• Exercise goal: Transcribe each record as written.

• Entries supplied:
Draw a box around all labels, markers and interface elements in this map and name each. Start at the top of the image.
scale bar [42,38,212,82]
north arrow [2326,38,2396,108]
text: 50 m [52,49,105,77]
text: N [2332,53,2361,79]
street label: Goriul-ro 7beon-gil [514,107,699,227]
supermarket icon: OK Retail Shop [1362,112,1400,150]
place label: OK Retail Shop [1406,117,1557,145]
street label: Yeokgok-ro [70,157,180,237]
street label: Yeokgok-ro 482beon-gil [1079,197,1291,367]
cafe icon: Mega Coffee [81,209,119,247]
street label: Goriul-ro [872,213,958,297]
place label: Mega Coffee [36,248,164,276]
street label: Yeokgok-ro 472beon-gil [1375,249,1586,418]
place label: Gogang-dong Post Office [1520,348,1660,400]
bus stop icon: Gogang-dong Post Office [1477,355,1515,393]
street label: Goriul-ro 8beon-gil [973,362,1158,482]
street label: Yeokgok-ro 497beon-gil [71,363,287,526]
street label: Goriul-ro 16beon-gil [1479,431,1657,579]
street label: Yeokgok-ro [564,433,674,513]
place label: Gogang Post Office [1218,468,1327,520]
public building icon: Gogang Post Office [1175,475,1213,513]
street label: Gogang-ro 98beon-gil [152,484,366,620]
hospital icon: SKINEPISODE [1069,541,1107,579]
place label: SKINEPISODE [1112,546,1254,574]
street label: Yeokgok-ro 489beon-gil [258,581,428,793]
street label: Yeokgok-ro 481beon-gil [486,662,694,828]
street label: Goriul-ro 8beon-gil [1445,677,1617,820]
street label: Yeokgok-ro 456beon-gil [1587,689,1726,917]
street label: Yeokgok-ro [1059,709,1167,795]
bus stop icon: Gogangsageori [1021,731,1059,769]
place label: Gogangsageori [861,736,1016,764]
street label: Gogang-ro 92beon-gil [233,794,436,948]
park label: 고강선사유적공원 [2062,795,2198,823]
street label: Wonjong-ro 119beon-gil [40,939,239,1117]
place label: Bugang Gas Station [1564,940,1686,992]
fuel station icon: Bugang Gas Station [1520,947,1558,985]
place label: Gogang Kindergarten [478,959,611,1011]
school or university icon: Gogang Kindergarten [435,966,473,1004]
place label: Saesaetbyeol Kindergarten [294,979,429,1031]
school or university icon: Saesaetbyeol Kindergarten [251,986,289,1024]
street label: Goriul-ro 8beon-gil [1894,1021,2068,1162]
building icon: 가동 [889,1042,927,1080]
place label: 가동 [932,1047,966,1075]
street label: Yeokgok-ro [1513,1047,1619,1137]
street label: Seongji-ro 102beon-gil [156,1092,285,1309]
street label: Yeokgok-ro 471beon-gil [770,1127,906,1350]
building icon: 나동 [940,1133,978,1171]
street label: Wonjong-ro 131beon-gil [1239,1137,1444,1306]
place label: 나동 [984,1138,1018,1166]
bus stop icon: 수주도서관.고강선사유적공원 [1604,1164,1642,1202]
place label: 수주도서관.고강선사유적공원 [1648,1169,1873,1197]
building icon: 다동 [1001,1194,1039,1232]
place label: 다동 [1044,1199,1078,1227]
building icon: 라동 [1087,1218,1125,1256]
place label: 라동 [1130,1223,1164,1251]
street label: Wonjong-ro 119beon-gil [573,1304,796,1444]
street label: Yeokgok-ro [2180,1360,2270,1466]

• Answer to this task:
Draw a box around all labels, markers and interface elements in this map and name each. Start at the top of the image.
scale bar [42,38,212,82]
north arrow [2326,38,2396,108]
text: 50 m [52,49,105,77]
text: N [2332,53,2361,79]
street label: Goriul-ro 7beon-gil [514,107,699,227]
supermarket icon: OK Retail Shop [1362,112,1400,150]
place label: OK Retail Shop [1406,117,1557,145]
street label: Yeokgok-ro [70,157,180,237]
street label: Yeokgok-ro 482beon-gil [1079,197,1291,367]
cafe icon: Mega Coffee [81,209,119,247]
street label: Goriul-ro [872,213,958,297]
place label: Mega Coffee [36,248,164,276]
street label: Yeokgok-ro 472beon-gil [1375,249,1586,418]
place label: Gogang-dong Post Office [1520,348,1660,400]
bus stop icon: Gogang-dong Post Office [1477,355,1515,393]
street label: Goriul-ro 8beon-gil [973,362,1158,482]
street label: Yeokgok-ro 497beon-gil [71,363,287,526]
street label: Goriul-ro 16beon-gil [1479,431,1657,579]
street label: Yeokgok-ro [564,433,674,513]
place label: Gogang Post Office [1218,468,1327,520]
public building icon: Gogang Post Office [1175,475,1213,513]
street label: Gogang-ro 98beon-gil [152,484,366,620]
hospital icon: SKINEPISODE [1069,541,1107,579]
place label: SKINEPISODE [1112,546,1254,574]
street label: Yeokgok-ro 489beon-gil [258,581,428,793]
street label: Yeokgok-ro 481beon-gil [486,662,694,828]
street label: Goriul-ro 8beon-gil [1445,677,1617,820]
street label: Yeokgok-ro 456beon-gil [1587,689,1726,917]
street label: Yeokgok-ro [1059,709,1167,795]
bus stop icon: Gogangsageori [1021,731,1059,769]
place label: Gogangsageori [861,736,1016,764]
street label: Gogang-ro 92beon-gil [233,794,436,948]
park label: 고강선사유적공원 [2062,795,2198,823]
street label: Wonjong-ro 119beon-gil [40,939,239,1117]
place label: Bugang Gas Station [1564,940,1686,992]
fuel station icon: Bugang Gas Station [1520,947,1558,985]
place label: Gogang Kindergarten [478,959,611,1011]
school or university icon: Gogang Kindergarten [435,966,473,1004]
place label: Saesaetbyeol Kindergarten [294,979,429,1031]
school or university icon: Saesaetbyeol Kindergarten [251,986,289,1024]
street label: Goriul-ro 8beon-gil [1894,1021,2068,1162]
building icon: 가동 [889,1042,927,1080]
place label: 가동 [932,1047,966,1075]
street label: Yeokgok-ro [1513,1047,1619,1137]
street label: Seongji-ro 102beon-gil [156,1092,285,1309]
street label: Yeokgok-ro 471beon-gil [770,1127,906,1350]
building icon: 나동 [940,1133,978,1171]
street label: Wonjong-ro 131beon-gil [1239,1137,1444,1306]
place label: 나동 [984,1138,1018,1166]
bus stop icon: 수주도서관.고강선사유적공원 [1604,1164,1642,1202]
place label: 수주도서관.고강선사유적공원 [1648,1169,1873,1197]
building icon: 다동 [1001,1194,1039,1232]
place label: 다동 [1044,1199,1078,1227]
building icon: 라동 [1087,1218,1125,1256]
place label: 라동 [1130,1223,1164,1251]
street label: Wonjong-ro 119beon-gil [573,1304,796,1444]
street label: Yeokgok-ro [2180,1360,2270,1466]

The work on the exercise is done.